Antipsychotic drugs do not induce change in synaptic mechanisms directly, but rather modulate other neurotransmitter systems to do so, thus suggesting indirect modulation of synaptic activity (47;48). Mechanistically, antagonism of dopamine D2 receptors (in addition to other receptor types, depending on the antipsychotic drug administered), can lead to subsequent glutamatergic signaling through local circuits or long-loop neurotransmitter pathways. Glutamate receptor activity plays an important role in synapse formation and stabilization (47;48). A reduced number of glutamate receptors and activity leads to the ‘synaptic disorder’ in schizophrenia, whereas an increase in this glutamatergic activity induced (directly or indirectly) by antipsychotic drugs can lead to synaptic plasticity, and thus an attenuation of the behavioural symptoms and biochemical markers of schizophrenia (47;48;50).
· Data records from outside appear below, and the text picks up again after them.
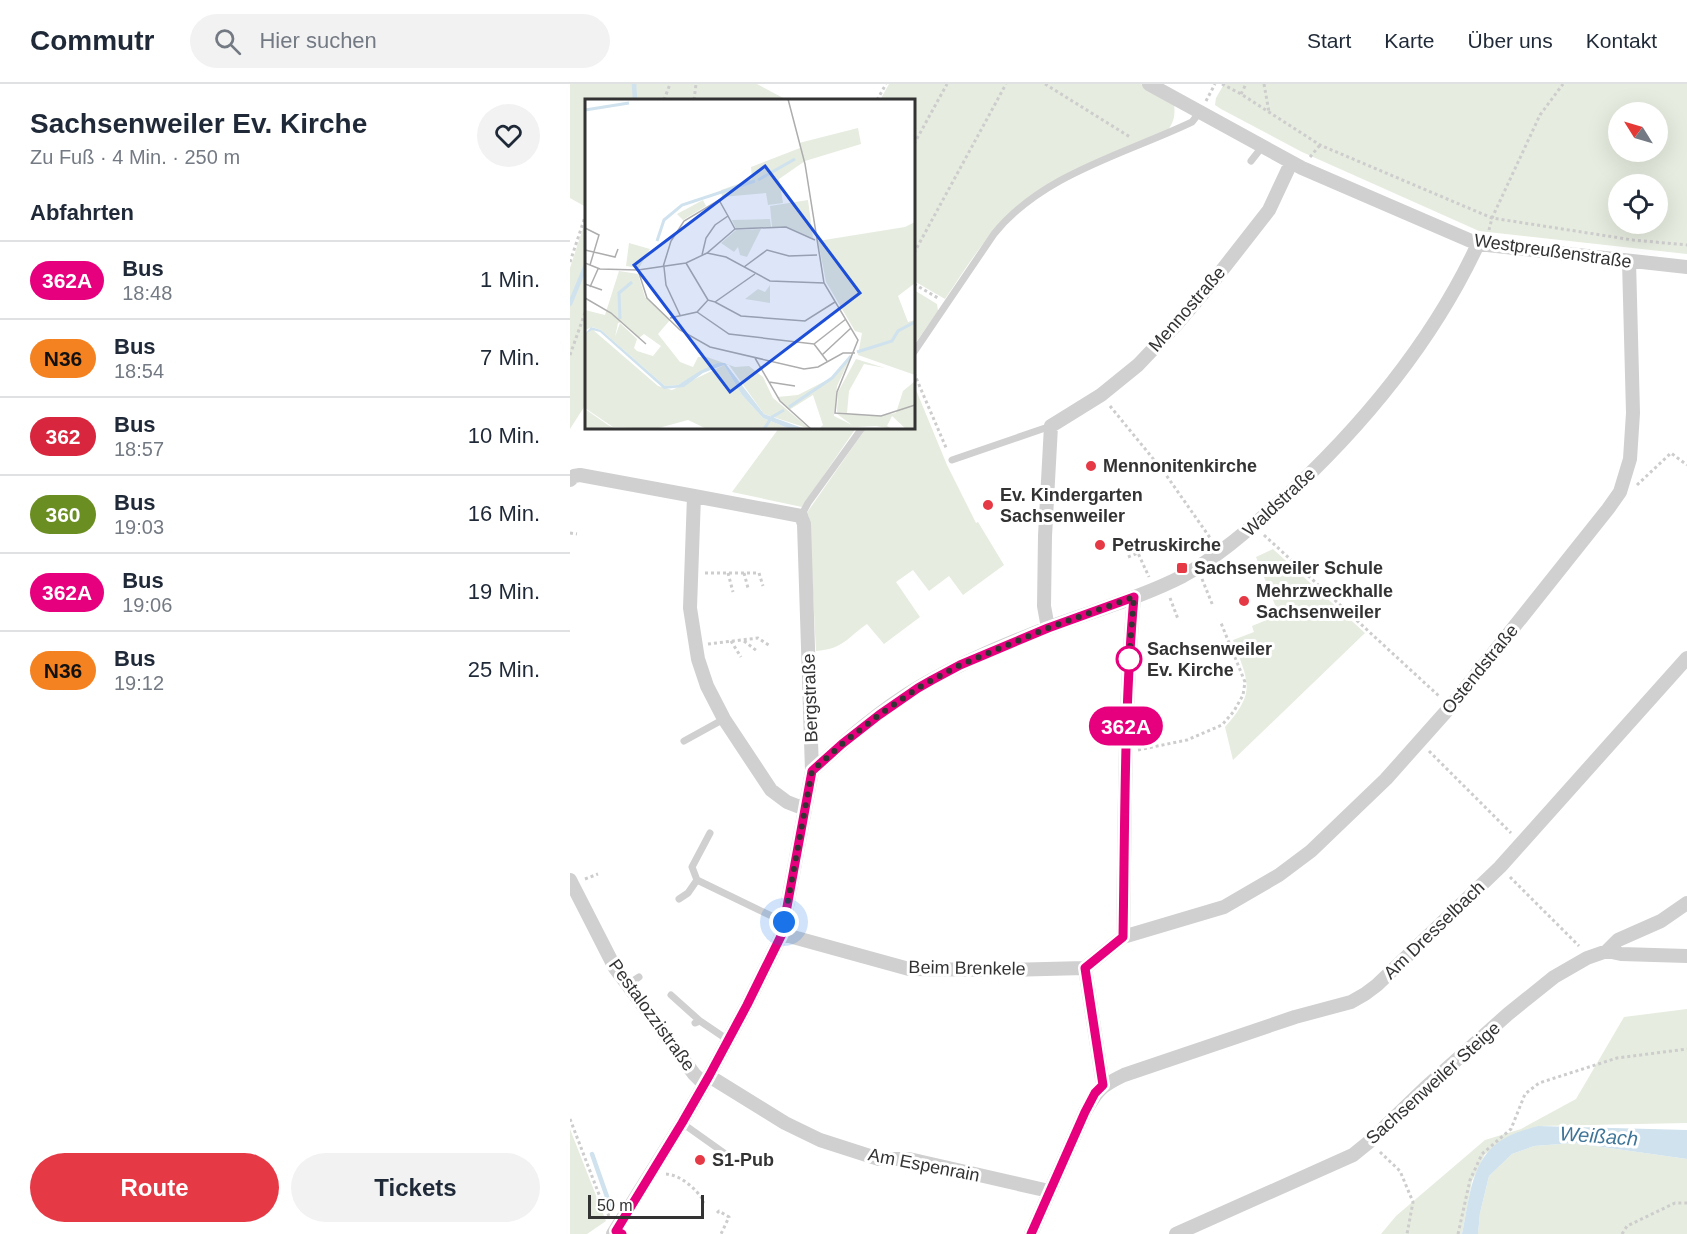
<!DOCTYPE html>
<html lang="de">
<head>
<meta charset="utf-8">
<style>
  :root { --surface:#fff; --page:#f2f2f3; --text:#1f2937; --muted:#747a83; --line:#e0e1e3; --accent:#e63946 }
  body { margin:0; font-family:Helvetica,sans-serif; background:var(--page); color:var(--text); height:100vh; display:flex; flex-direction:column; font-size:22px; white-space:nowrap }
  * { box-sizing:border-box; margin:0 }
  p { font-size:20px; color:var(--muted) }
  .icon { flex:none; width:33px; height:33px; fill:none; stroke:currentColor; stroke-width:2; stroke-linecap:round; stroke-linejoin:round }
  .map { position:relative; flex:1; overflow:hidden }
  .panel { display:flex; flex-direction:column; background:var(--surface); width:570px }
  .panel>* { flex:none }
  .badge { padding:0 12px; border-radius:20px; font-size:21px; line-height:39px }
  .needle { width:39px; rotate:307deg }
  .controls { position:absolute; left:1038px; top:18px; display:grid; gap:12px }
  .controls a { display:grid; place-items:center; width:60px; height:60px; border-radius:50%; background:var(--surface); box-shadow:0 6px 24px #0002; font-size:30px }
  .scale { position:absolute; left:18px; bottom:15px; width:116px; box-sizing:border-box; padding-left:6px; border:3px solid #333; border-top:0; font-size:16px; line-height:21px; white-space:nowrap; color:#333; -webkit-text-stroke:4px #fff; paint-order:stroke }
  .you { position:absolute; width:30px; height:30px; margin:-15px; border:4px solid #fff; border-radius:50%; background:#1a73e8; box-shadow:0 0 0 9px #1a73e833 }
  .map>.badge { position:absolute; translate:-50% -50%; box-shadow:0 0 0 3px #fff }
  h2 { padding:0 30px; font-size:22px; line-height:54px }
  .round { display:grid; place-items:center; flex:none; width:63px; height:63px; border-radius:32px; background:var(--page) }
  .overview { display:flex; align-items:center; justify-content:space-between; height:102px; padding:0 30px }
  h1 { font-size:28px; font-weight:700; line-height:45px }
  .cta { display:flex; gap:12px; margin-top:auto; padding:12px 30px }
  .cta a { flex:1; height:69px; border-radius:36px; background:var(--accent); color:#fff; font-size:24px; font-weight:700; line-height:69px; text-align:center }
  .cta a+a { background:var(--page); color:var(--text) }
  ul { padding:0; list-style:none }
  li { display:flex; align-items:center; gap:18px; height:78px; padding:0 30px; border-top:2px solid var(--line) }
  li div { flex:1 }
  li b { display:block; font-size:22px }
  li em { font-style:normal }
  li .badge { min-width:66px; font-weight:700; text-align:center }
  header { display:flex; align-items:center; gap:36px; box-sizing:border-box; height:84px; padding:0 30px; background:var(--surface); border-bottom:2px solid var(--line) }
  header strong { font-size:28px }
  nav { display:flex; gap:33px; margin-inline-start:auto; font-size:21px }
  .search { width:420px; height:54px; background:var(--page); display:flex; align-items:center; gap:15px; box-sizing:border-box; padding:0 21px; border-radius:33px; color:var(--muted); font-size:22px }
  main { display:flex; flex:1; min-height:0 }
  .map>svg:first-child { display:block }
  .green { fill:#e6ecdf; fill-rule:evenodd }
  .water { fill:#cfe2ee }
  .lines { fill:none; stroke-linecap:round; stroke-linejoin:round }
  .stream { stroke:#cfe2ee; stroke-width:4.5 }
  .path { stroke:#cdcdcd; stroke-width:3; stroke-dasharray:3 3; stroke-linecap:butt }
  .lane { stroke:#d0d0d0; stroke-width:7 }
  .street { stroke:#d0d0d0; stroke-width:14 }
  .line-casing { stroke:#fff; stroke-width:14 }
  .line { stroke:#e6007e; stroke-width:9 }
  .walk { stroke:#333; stroke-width:6; stroke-dasharray:0 10.8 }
  .poi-dot { fill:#e63946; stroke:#fff; stroke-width:2 }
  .stop-dot { fill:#fff; stroke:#e6007e; stroke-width:3 }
  .labels { text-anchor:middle; stroke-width:6; stroke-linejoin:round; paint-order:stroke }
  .street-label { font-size:18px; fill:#333; stroke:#fff }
  .poi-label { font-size:18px; font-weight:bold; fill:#333; stroke:#fff; text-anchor:start }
  .stop-label { font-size:18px; font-weight:bold; fill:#333; stroke:#fff; text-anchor:start }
  .water-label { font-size:20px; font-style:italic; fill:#3f7597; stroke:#fff }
  .inset-river { fill:none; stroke:#cfe2ee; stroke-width:3 }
  .inset-road { fill:none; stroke:#adadad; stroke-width:1.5 }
  .view { fill:#1d4ed8; fill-opacity:0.15; stroke:#1d4ed8; stroke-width:3 }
  .inset-edge { fill:none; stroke:#333; stroke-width:3 }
</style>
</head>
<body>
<header>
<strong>Commutr</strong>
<div class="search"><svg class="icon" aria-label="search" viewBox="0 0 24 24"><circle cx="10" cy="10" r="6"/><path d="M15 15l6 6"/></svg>Hier suchen</div>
<nav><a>Start</a><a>Karte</a><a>Über uns</a><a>Kontakt</a></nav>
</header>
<main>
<section class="panel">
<div class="overview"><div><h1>Sachsenweiler Ev. Kirche</h1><p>Zu Fuß · 4 Min. · 250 m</p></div><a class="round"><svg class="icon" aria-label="heart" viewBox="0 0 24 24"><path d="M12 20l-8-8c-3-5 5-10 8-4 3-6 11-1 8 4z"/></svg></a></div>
<h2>Abfahrten</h2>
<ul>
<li><span class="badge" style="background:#e6007e;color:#fff">362A</span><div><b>Bus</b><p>18:48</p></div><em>1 Min.</em></li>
<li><span class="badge" style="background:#f58220;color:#111">N36</span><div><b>Bus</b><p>18:54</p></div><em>7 Min.</em></li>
<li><span class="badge" style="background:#d7263d;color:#fff">362</span><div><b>Bus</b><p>18:57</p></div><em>10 Min.</em></li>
<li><span class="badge" style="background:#6b8e23;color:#fff">360</span><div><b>Bus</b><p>19:03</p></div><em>16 Min.</em></li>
<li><span class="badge" style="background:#e6007e;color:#fff">362A</span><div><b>Bus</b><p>19:06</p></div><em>19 Min.</em></li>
<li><span class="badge" style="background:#f58220;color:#111">N36</span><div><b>Bus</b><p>19:12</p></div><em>25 Min.</em></li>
</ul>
<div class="cta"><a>Route</a><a>Tickets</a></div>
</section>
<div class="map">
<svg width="1117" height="1150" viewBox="0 0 1117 1150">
  <rect width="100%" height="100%" fill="#fff"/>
  <path class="green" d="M0,0H187L217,16H16V123L0,114Z
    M319,0H571L604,18C605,30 605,36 598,46L450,120C419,146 398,181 375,215L344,197V16H310Z
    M654,0H1117V170L909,147L732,68L651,25L645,21L646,14ZM1048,28H1088V68H1048ZM1048,100H1088V140H1048Z
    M16,135V320L0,345V184Z
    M344,206L367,220L368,227L344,261Z
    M344,301L377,381L406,439L408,438L434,481L393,511L379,492L359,507L343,486L326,498L350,533L314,560L297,540C277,554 273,565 246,567L239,432L236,430L296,344H344Z
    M209,344H286L232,423L162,408Z
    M703,465L795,549L663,676L655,643C687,607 678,598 663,556L684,548L682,542L709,531L686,473Z
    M1117,925V1039L968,1042L915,1070L902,1097L892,1150H811L826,1132L915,1056L951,1045L1006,1015L1054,933Z
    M0,1045L36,1137L17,1150H0Z
    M1004,1059L1117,1075V1150H908L910,1129L919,1092L942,1070L964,1062Z"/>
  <path class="water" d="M968,1042L1117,1046V1075L1004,1059L964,1062L942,1070L919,1092L910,1129L908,1150H892C900,1114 900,1072 937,1053C947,1048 958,1045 968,1042Z"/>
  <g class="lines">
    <path class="stream" d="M64,0L65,16
      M0,220L16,181
      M22,1070L41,1124"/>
    <path class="path" d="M475,0L560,53
      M652,0L671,10L750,61L922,134L1063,156L1117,161
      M694,0L699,28
      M671,10L676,0
      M94,16L100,0
      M124,16L126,0
      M307,16L316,0
      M636,17L645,0
      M344,60L377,0
      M740,73L750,61
      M919,146L922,134L970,31L993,0
      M344,169L436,0
      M0,178L16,130
      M344,200L368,214
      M0,271L16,226
      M344,289L377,366
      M540,322L594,388L643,458
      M1067,401L1101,369L1117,381
      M0,449L7,450
      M694,451L870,613
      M568,469L590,458
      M558,473L568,469L579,493
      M135,489H189L193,502
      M158,489L163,508
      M174,489L178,504
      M632,495L643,522
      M600,514L608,535
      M161,557L171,573
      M174,557L187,567
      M138,560L188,554L200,562
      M568,666L617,656L652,641L664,627L673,611L675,598L651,539
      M859,667L941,749
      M940,793L1009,862
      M15,795L28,790
      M0,1035L30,1113L39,1132
      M810,1068L830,1087L843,1118L837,1150
      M96,1090C111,1091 126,1105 134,1117L132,1120
      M147,1129L149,1127L159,1133L151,1150
      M888,1150L900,1096L912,1070L941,1045L955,1010L969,999L1047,974L1117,965
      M1052,1150L1057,1142L1105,1119H1117"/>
    <path class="lane" d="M681,77L692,63
      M344,268L424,150C472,90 555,70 622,38L629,29
      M382,376L481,342
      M231,432L238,419L292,344
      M114,657L154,635
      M140,749L122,783L127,796L214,838
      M109,815L118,809L127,796
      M57,901L69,893
      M101,911L130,937
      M125,939L130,937L158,956
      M112,1039L157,1071"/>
    <path class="street" d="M579,0L732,84L908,160L1117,183
      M0,396L4,392L10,391L124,412
      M478,544L474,522L475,452L481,342L531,311L568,281L606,241L642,199L699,126L721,79
      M242,687C275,657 310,626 349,603C390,579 434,561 477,544C522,527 570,514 613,492C649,472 679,445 710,418C790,345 862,259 908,160
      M0,796L45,884L124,990L134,1000
      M212,850L339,885L435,886L515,884
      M553,853L654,823L709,791L741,767L816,695L881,622L1038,425L1050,408L1060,375L1063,329L1059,177
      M1037,867L1048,856L1091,837L1117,819
      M139,992L215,1039L250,1056L309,1075H339L479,1107
      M533,1001L515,884L553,853C555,740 554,627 564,513
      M43,1150L112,1039L139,992L177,921L212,850L242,687L234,440L231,432L124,412L120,524L128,575L137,602L154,635L201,706L217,718L235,725
      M461,1150L515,1028C527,1006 531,1002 554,991L725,933L781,918L795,910L807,901L930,783L1117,574
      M606,1150L783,1071L799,1058L855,1004L938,930L984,893L1017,874L1037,867L1051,870L1117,872"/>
  </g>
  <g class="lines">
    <g class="line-casing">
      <path id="line" d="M52,1150L46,1147L112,1039L139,992L177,921L212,850L242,687L272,660L309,631L348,604L362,596L390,581L478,544L564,513C554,627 555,740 553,853L515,884L533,1001L525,1009L515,1028L461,1150"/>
    </g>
    <use href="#line" class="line"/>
    <path class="walk" d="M214,838L242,687L272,660L309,631L348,604L362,596L390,581L478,544L564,513L559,575"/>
  </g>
  <g class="poi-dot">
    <circle cx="521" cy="382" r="6"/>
    <circle cx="418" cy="421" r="6"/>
    <circle cx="530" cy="461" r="6"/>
    <rect x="606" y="478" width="12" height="12" rx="3"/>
    <circle cx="674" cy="517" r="6"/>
    <circle cx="130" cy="1076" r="6"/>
  </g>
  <circle class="stop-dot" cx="559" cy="575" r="12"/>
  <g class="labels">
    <g class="street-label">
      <text transform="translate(983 167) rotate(8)" y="6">Westpreußenstraße</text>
      <text transform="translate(617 225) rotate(-49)" y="6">Mennostraße</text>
      <text transform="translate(709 418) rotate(-43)" y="6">Waldstraße</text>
      <text transform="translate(910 585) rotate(-51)" y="6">Ostendstraße</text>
      <text transform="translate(240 614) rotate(-92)" y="6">Bergstraße</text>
      <text transform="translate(864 846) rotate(-44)" y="6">Am Dresselbach</text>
      <text transform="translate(397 884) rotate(1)" y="6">Beim Brenkele</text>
      <text transform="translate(82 931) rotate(54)" y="6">Pestalozzistraße</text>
      <text transform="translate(863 999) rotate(-42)" y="6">Sachsenweiler Steige</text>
      <text transform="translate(354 1081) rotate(11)" y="6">Am Espenrain</text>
    </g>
    <g class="poi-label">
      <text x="533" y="388">Mennonitenkirche</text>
      <text x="430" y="417">Ev. Kindergarten<tspan x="430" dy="21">Sachsenweiler</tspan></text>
      <text x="542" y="467">Petruskirche</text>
      <text x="624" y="490">Sachsenweiler Schule</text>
      <text x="686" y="513">Mehrzweckhalle<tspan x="686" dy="21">Sachsenweiler</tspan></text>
      <text x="142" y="1082">S1-Pub</text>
    </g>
    <g class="stop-label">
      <text x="577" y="571">Sachsenweiler<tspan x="577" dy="21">Ev. Kirche</tspan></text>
    </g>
    <g class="water-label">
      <text transform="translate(1029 1052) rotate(4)" y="7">Weißach</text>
    </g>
  </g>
  <g transform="translate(15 15)">
    <rect width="330" height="330" fill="#fff"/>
    <path d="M273,29L276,45L220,62L194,80L198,104L183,106L181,94L137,98L136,91L167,80L166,68L215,49L214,44ZM118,101L121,107L98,121L92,115ZM223,101L228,139L202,128H187L185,107ZM185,120L186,128L151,130L147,121ZM330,123V184L313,197L323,223L330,221V276L273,256L277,234L270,232L241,183L233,142L320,128ZM176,130L162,158L155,156L153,148L149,153L136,144L151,131ZM44,144L65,150L54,169L41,167ZM34,172L53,175L60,198L85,221L73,235L95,263L108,268L113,258H122L150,268L164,267L178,278L188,299L225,330L179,315L144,266L132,264L93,286L80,287L16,231L7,228L0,231V211L20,216ZM37,223L54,239L59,235L76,247L68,257L52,252L49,249L52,240L35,224L30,238L33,224ZM185,186V204L160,200L173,190L180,193ZM7,230L73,287L87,291L139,266L157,296L178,319L205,330H122L103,321L70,330L28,328L0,309V235ZM267,255L252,287L249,317L267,326L252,315L292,317L311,314L318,292L330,282V330H321L307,317L302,327L307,330L291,327L234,330L238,326L228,296L204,311L192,298L213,296L246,279ZM271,260L300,269L279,265L264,292L262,314L252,313L253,293ZM0,310L23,326L31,330H0Z" fill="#e6ecdf" fill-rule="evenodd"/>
    <path d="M6,228L16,231L80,287L93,286L115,272L132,264H140L179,315L220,330H205L178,319L157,296L139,266L118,274L99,288L79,290L15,233L7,231L0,235Z" fill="#cfe2ee"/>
    <path class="inset-river" d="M0,11L44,4M173,81L210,60M72,142L79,121L97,106L170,82M35,220L34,194L47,183M272,253L307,242L313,232L330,223M204,308L247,279L266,257M179,330L187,318L199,311"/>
    <path class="inset-road" d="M203,0L220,65L239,184L273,241L252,293L250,314L296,317L330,306M0,129L14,136L5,166M150,130L201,128L230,141M0,151L30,158L33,150M122,154L141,158L185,182L239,184M117,156L121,139L130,126L143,117L150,130M0,164L15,170L53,171L101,164L122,154L150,130M101,164L123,201M78,168L86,142L99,122L134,101L143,117M79,168L81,186L95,216M159,168L182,151L204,157L232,156M53,171L62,199L95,231L125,248L219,270L233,268L258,254H270M0,185L17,191M5,188L13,170M0,199L26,214L61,245M130,203L156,217L220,222L250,203M112,213L144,235L229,245L261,220M85,219L112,213L123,201L130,203L170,175M229,245L242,262M237,256L266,229M170,259L195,302L226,330M184,283L210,287"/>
    <path class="view" d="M180,67L275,194L145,293L49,166Z"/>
    <rect width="330" height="330" class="inset-edge"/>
  </g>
</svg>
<div class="controls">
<a><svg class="needle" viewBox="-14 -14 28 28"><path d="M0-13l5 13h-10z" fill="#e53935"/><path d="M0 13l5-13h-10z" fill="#747a83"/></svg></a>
<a><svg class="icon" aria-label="locate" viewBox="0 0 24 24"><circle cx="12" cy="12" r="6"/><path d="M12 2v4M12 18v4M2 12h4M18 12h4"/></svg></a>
</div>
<div class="scale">50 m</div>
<div class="you" style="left:214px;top:838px"></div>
<b class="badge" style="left:556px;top:642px;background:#e6007e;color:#fff">362A</b>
</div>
</main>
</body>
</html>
In conclusion, results indicate that dorsolateral prefrontal cortical synapsin IIa and IIb gene expression is specifically reduced in patients with schizophrenia, and that prefrontal cortical synapsin IIa is preferentially up-regulated by antipsychotic agents. Given that dorsolateral prefrontal cortical synaptic aberrations are also associated with the deficits in attention, executive function and other cognitive abilities seen in schizophrenia, our results may contribute to a better understanding of the role of synapsin II in the development of hypo-frontal activity in patients with schizophrenia. Clinical studies examining the relationship between reductions in prefrontal cortical synapsin II gene expression and deficiencies in the cognitive functions observed in schizophrenia are, however, clearly warranted. The present study also provides insight into the therapeutic and potentially adverse mechanisms of action with use of antipsychotic drugs at the synaptic level. Additional roles played by other synapsin isoforms have, however, yet to be established. While this study alludes to a fundamental role of synapsin II in the underlying pathophysiology of schizophrenia, the exact mechanistic pathways underlying remain to be identified in future studies. The understanding of synapsin II in mediating the dynamics of synaptogenesis and synaptic vesicle regulation remains critical to unraveling the enigma of schizophrenia. However, given our understanding of abnormal synaptic function and projections in schizophrenia, and the importance of synaptic mechanisms in the treatment of schizophrenia, the development of novel antipsychotic drugs which target synaptic remodeling will be particularly beneficial (47;48;50). Results from our manuscript support the notion that modulation of synapsin II, and thus neuroplasticity, in specific brain regions, may be relevant to the design of an effective antipsychotic drug for schizophrenia. The further understanding of synapsin II in these synaptic mechanisms, at both the levels of disease production and treatment design, will facilitate the production of more specific targets and potentially quicker-acting drugs in comparison to existing antipsychotic drugs in the market (47;48).